▶ [Problem details]
Nothing in the data may change. Copy all of it exactly.

====== Stored data

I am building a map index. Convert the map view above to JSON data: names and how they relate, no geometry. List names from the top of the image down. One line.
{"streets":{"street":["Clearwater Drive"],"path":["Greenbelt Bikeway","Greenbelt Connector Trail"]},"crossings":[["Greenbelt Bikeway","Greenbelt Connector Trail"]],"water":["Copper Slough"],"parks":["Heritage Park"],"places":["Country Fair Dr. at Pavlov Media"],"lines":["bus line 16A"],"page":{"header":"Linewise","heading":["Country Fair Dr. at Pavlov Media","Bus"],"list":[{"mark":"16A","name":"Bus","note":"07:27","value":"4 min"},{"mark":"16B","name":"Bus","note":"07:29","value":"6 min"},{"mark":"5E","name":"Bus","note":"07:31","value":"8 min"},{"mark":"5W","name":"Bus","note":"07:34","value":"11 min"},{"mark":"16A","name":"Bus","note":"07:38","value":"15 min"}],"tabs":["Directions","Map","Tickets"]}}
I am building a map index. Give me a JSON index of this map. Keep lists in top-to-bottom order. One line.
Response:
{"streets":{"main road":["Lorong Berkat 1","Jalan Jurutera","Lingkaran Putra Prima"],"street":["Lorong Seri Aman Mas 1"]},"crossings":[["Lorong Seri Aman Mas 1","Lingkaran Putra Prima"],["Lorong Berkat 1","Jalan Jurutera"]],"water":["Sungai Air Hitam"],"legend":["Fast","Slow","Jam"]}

============

▶ [Exercise solution]
I am building a map index. Convert the map view above to JSON data: names and how they relate, no geometry. List names from the top of the image down. One line.
{"streets":{"street":["Clearwater Drive"],"path":["Greenbelt Bikeway","Greenbelt Connector Trail"]},"crossings":[["Greenbelt Bikeway","Greenbelt Connector Trail"]],"water":["Copper Slough"],"parks":["Heritage Park"],"places":["Country Fair Dr. at Pavlov Media"],"lines":["bus line 16A"],"page":{"header":"Linewise","heading":["Country Fair Dr. at Pavlov Media","Bus"],"list":[{"mark":"16A","name":"Bus","note":"07:27","value":"4 min"},{"mark":"16B","name":"Bus","note":"07:29","value":"6 min"},{"mark":"5E","name":"Bus","note":"07:31","value":"8 min"},{"mark":"5W","name":"Bus","note":"07:34","value":"11 min"},{"mark":"16A","name":"Bus","note":"07:38","value":"15 min"}],"tabs":["Directions","Map","Tickets"]}}
I am building a map index. Give me a JSON index of this map. Keep lists in top-to-bottom order. One line.
Response:
{"streets":{"main road":["Lorong Berkat 1","Jalan Jurutera","Lingkaran Putra Prima"],"street":["Lorong Seri Aman Mas 1"]},"crossings":[["Lorong Seri Aman Mas 1","Lingkaran Putra Prima"],["Lorong Berkat 1","Jalan Jurutera"]],"water":["Sungai Air Hitam"],"legend":["Fast","Slow","Jam"]}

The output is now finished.